Todos los seres son tan reales como mi voz: están en el mundo porque están en mí, en mis palabras y silencios: si así no fuera no podría decirlos o silenciarlos... pero, ¿qué nos pasa allí donde la voz grita, pero ya no se oye? ¿Qué nos pasa en el límite de nuestro encastre conceptual determinado no por nuestra palabra sino por nuestro silencio? ¿Qué monstruos pueden aparecer y arrebatarnos la existencia, abandonar la palabra y caer en lo inhumano más allá de la matriz silenciosa de la palabra? ¿Qué vio el sol tras el monstruo centinela que lo espantó? Sin dudas, algo ajeno a nuestro yo, a nuestra mismidad. Algo que no viene de la perfección intuida del Todo, sino de allende el monstruo. El enigma de ver lo oculto que nos pare al mundo. De donde las cosas quieren ser y donde se retuerce la serpiente tóxica del yo, ciego y mudo... allí donde se forma la vida y donde se vierte el veneno inicial de la muerte y su secreto.

De monstruos y héroes

Disolverse perdiendo de vista la Naturaleza, quedándose con una divinidad solitaria y atea... una visión underground y monstruosa de nosotros mismos, previos al ser. ¿Qué nos sucede cuando la fuerza del ser, la energía que busca ser más de lo que es, nos abandona? El infierno no es un lugar ni son los otros: es sentir dentro de nosotros el no-yo. Más allá de la frontera inicial de mi intimidad hay un mundo sin un yo que oscila entre el querer ser y el no poder serlo y con el dolor que eso conlleva. Querer entrar al no ser, pero no poder porque el monstruo me ha detenido. No es el monstruo verbal de Spinoza, lo impensable, sino lo indecible. Y en su mudez hay monstruosidad. ¿Por qué ese silencio? Pues porque no podemos distinguir la diferencia entre las esencias de las cosas. Es nuestra imbecilitas intellectus nostri de Santo Tomás: nuestra imbecilidad a la hora de entender el tesoro de sentido que espera pasando nuestros límites.

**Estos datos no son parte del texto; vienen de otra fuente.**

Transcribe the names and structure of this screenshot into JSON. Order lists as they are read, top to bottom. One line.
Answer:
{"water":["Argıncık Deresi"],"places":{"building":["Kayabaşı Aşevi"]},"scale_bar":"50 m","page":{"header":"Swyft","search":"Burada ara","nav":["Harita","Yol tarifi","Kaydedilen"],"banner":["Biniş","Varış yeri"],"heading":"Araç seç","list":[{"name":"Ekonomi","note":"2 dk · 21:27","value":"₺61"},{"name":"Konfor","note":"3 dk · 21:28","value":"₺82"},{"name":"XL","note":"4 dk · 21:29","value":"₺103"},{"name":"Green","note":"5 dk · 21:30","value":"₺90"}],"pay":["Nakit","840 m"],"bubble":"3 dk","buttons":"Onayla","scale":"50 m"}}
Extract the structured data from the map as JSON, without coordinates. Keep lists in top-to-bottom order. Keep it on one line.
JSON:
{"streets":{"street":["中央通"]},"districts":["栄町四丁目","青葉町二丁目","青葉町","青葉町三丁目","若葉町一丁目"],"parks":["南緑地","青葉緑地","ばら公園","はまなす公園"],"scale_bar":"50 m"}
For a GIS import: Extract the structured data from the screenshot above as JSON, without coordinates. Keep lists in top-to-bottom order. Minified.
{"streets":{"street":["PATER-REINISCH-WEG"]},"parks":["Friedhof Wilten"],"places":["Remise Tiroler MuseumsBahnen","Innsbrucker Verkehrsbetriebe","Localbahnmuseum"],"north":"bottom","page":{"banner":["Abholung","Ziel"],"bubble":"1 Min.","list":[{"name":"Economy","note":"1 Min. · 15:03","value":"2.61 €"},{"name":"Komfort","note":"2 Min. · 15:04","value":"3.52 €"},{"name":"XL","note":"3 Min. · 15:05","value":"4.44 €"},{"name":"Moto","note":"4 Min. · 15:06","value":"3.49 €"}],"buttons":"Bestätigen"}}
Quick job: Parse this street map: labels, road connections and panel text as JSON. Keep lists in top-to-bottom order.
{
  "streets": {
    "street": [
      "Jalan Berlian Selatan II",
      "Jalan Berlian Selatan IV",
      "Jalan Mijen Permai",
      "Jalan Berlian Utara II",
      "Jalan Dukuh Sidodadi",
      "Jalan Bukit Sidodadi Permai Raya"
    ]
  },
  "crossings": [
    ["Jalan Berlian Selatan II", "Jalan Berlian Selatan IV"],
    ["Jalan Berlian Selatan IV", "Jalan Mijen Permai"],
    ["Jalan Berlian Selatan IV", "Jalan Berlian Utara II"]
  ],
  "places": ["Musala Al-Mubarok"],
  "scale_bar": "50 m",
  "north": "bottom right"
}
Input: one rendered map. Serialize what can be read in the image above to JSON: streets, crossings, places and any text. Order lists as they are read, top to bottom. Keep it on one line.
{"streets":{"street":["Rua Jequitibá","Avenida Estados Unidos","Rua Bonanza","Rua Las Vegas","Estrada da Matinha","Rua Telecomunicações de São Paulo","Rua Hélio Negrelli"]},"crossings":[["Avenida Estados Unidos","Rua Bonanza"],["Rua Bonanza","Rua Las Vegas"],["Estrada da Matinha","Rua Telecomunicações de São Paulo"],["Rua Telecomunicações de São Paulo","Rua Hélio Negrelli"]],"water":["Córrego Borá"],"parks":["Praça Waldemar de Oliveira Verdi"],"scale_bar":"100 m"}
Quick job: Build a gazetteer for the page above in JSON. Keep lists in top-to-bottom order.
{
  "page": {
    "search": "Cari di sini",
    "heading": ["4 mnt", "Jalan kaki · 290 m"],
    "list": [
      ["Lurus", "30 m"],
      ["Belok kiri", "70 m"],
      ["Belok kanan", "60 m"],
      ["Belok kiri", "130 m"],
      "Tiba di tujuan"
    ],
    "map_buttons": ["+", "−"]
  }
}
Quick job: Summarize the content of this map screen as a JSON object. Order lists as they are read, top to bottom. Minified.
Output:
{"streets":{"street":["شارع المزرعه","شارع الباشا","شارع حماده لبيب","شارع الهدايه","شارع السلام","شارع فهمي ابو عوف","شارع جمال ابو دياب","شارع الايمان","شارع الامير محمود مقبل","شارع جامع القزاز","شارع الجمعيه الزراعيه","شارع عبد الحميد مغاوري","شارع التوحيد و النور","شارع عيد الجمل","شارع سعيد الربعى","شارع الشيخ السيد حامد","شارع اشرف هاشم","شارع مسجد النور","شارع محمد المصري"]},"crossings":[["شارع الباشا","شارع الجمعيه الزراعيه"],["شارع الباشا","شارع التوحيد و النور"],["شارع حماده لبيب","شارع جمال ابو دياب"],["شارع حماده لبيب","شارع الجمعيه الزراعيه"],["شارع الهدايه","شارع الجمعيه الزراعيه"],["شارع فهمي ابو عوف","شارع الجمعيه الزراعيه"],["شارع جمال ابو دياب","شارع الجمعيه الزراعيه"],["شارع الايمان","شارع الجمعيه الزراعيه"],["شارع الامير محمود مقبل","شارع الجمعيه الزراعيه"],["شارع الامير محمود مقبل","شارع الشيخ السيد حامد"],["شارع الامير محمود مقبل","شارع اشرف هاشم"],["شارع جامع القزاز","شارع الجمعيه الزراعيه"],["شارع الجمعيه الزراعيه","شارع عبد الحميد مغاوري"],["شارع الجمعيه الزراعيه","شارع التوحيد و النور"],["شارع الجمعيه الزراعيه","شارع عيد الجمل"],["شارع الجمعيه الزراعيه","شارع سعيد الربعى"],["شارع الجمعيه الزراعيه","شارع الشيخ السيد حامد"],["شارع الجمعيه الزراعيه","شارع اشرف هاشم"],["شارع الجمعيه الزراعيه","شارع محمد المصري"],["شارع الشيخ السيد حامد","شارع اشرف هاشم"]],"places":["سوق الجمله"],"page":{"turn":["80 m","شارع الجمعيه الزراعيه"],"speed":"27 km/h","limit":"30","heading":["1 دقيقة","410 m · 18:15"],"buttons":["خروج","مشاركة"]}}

El monstruo es, en diferentes simbolismos, guardián de tesoros: la limitación al buscar al sentido existencial último, tras palabras y silencios. Pero al mismo tiempo que descubre el miedo que nos habita, es la llave para nuestro heroísmo. El monstruo es la barrera a vencer y el miedo a conquistar. Es lo único que justifica todo rito iniciático. Puede ser un gigante, un dragón o una habitación negra, llena de símbolos fúnebres y aislada de la luz solar: la Cámara de Reflexiones masónica, donde el monstruo es reconocer nuestra mortalidad, somos a la vez la Estigia, la barca y Caronte... y por eso las «medallas profanas» masónicas -el dinero- deben dejarse allí antes de la iniciación: el barquero reclama su pago.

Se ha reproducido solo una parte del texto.